Next Permutation

Given an array of integers arr[] representing a permutation, implement the next permutation that rearranges the numbers into the lexicographically next greater permutation. If no such permutation exists, rearrange the numbers into the lowest possible order (i.e., sorted in ascending order). 

Note – A permutation of an array of integers refers to a specific arrangement of its elements in a sequence or linear order.

Examples:

Input: arr = [2, 4, 1, 7, 5, 0]
Output: [2, 4, 5, 0, 1, 7]
Explanation: The next permutation of the given array is {2, 4, 5, 0, 1, 7}.

Input: arr = [3, 2, 1]
Output: [1, 2, 3]
Explanation: As arr[] is the last permutation, the next permutation is the lowest one.

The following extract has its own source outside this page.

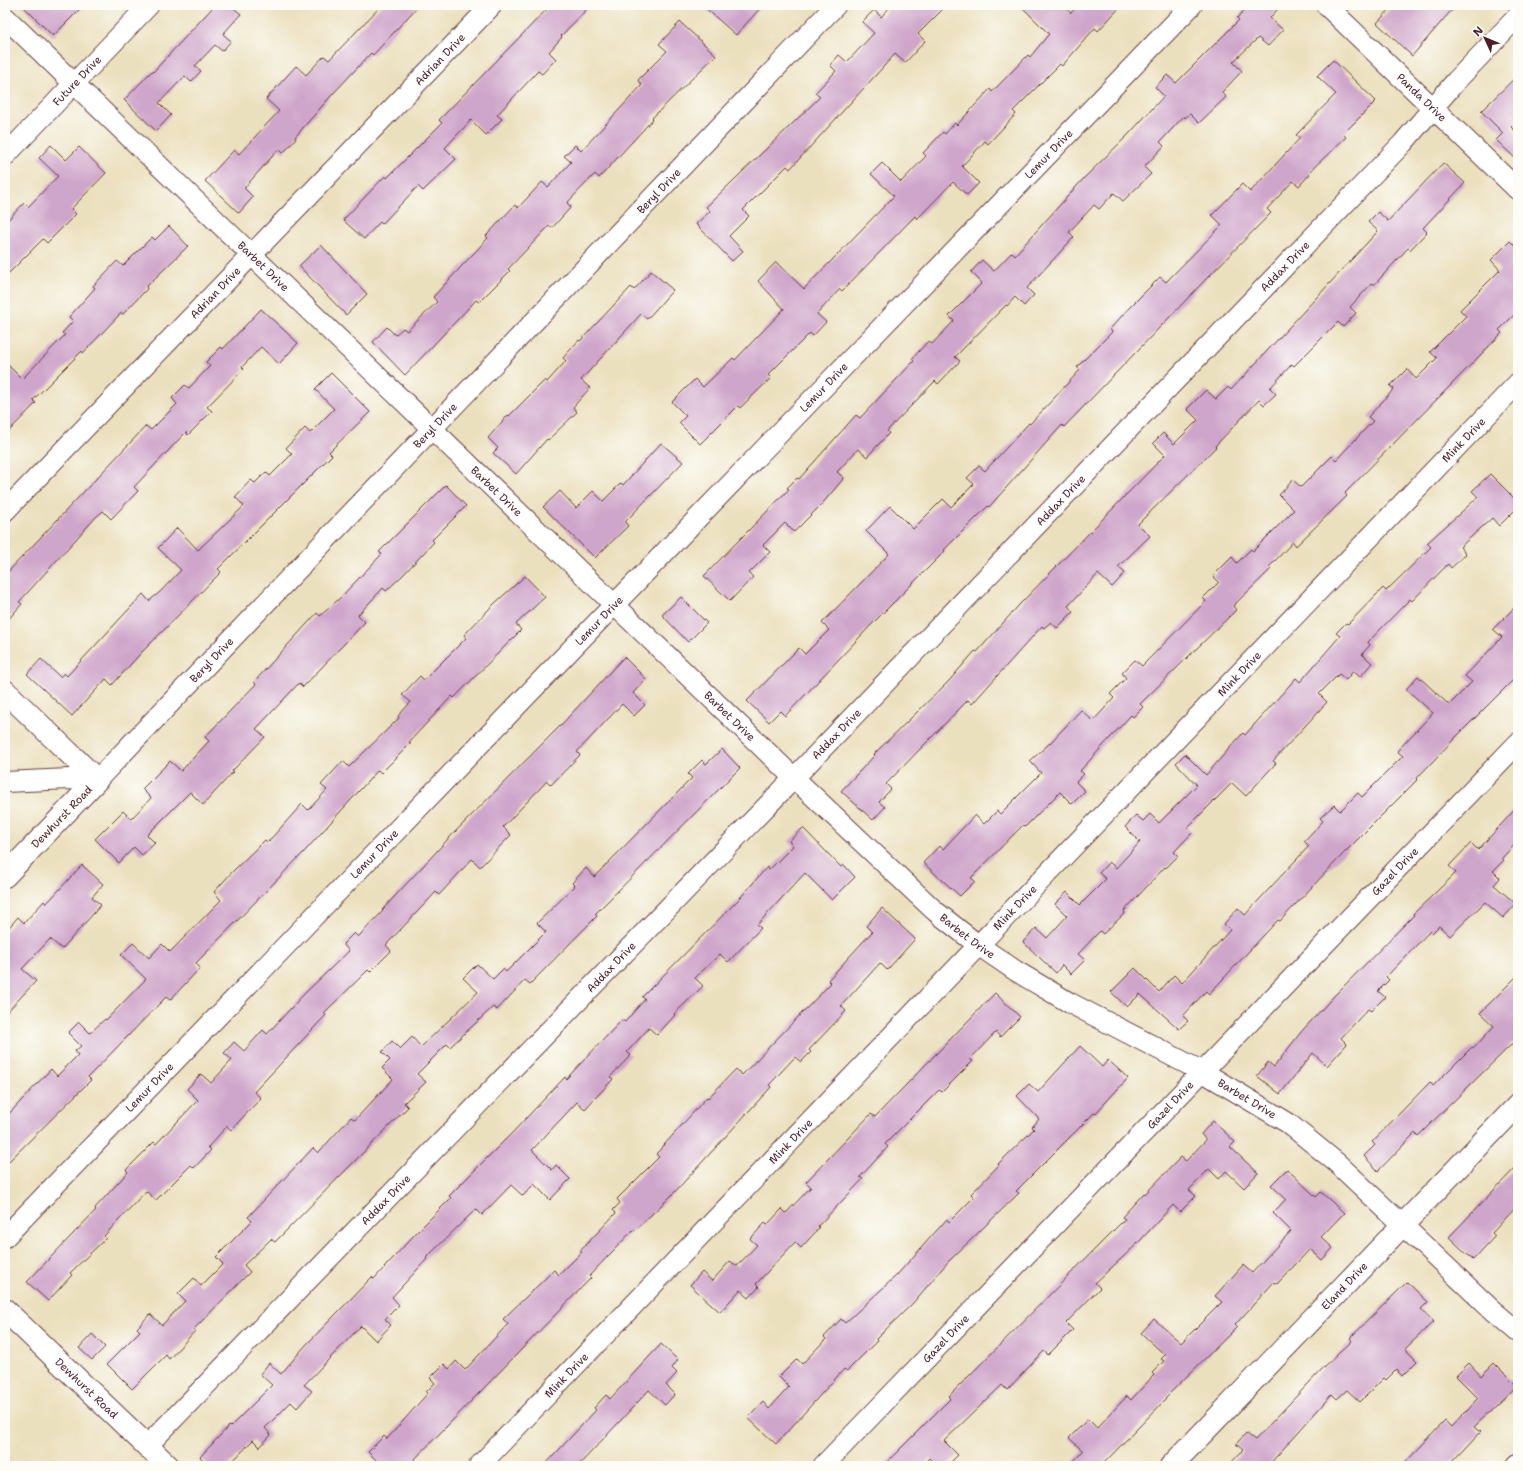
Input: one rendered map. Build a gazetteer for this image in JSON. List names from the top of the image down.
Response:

Input: arr = [3, 4, 2, 5, 1]
Output: [3, 4, 5, 1, 2]
Explanation: The next permutation of the given array is {3, 4, 5, 1, 2}.

Constraints:
1 ≤ arr.size() ≤ 10⁵
1 ≤ arr[i] ≤ 10⁵

Approach 01:

#include <vector>
#include <algorithm>
using namespace std;

class Solution {
 public:
  vector<int> nextPermutation(vector<int>& nums) {
    int pivotIndex = -1;

    // Find the rightmost element that is smaller than its next element
    for (int i = nums.size() - 2; i >= 0; --i) {
      if (nums[i] < nums[i + 1]) {
        pivotIndex = i;
        break;
      }
    }

    if (pivotIndex == -1) {  // If no such element is found, reverse the array
      reverse(nums.begin(), nums.end());
      return nums;
    }

    // Find the rightmost element larger than the pivot
    for (int i = nums.size() - 1; i > pivotIndex; --i) {
      if (nums[i] > nums[pivotIndex]) {
        swap(nums[pivotIndex], nums[i]);  // Swap
        break;
      }
    }

    // Reverse the elements after the pivot index
    reverse(nums.begin() + pivotIndex + 1, nums.end());
    return nums;
  }
};

class Solution:
    def nextPermutation(self, nums):
        pivotIndex = -1

        # Find the rightmost element that is smaller than its next element
        for i in range(len(nums) - 2, -1, -1):
            if nums[i] < nums[i + 1]:
                pivotIndex = i
                break

        if pivotIndex == -1:  # If no such element is found, reverse the list
            nums.reverse()
            return nums

        # Find the rightmost element larger than the pivot
        for i in range(len(nums) - 1, pivotIndex, -1):
            if nums[i] > nums[pivotIndex]:
                nums[pivotIndex], nums[i] = nums[i], nums[pivotIndex]  # Swap
                break

        # Reverse the elements after the pivot index
        nums[pivotIndex + 1:] = nums[pivotIndex + 1:][::-1]
        return nums

Time Complexity

• Finding the Pivot Index:

  The algorithm iterates from right to left to find the first element that is smaller than its next element. This operation takes \( O(n) \), where n is the size of the array.

• Finding the Element to Swap:

  Once the pivot index is found, the algorithm iterates from the end to find the smallest element larger than the pivot. This operation also takes \( O(n) \) in the worst case.

• Reversing the Subarray:

  The subarray after the pivot index is reversed. This operation takes \( O(n) \) in the worst case.

• Overall Time Complexity:

  The overall time complexity is \( O(n) \), as all operations are linear and performed sequentially.

Space Complexity

• In-Place Modifications:

  The algorithm modifies the input array nums in place without requiring additional data structures.

• Auxiliary Variables:

  Only a few auxiliary variables (pivotIndex, i) are used, which require \( O(1) \) space.

• Overall Space Complexity:

  The overall space complexity is \( O(1) \).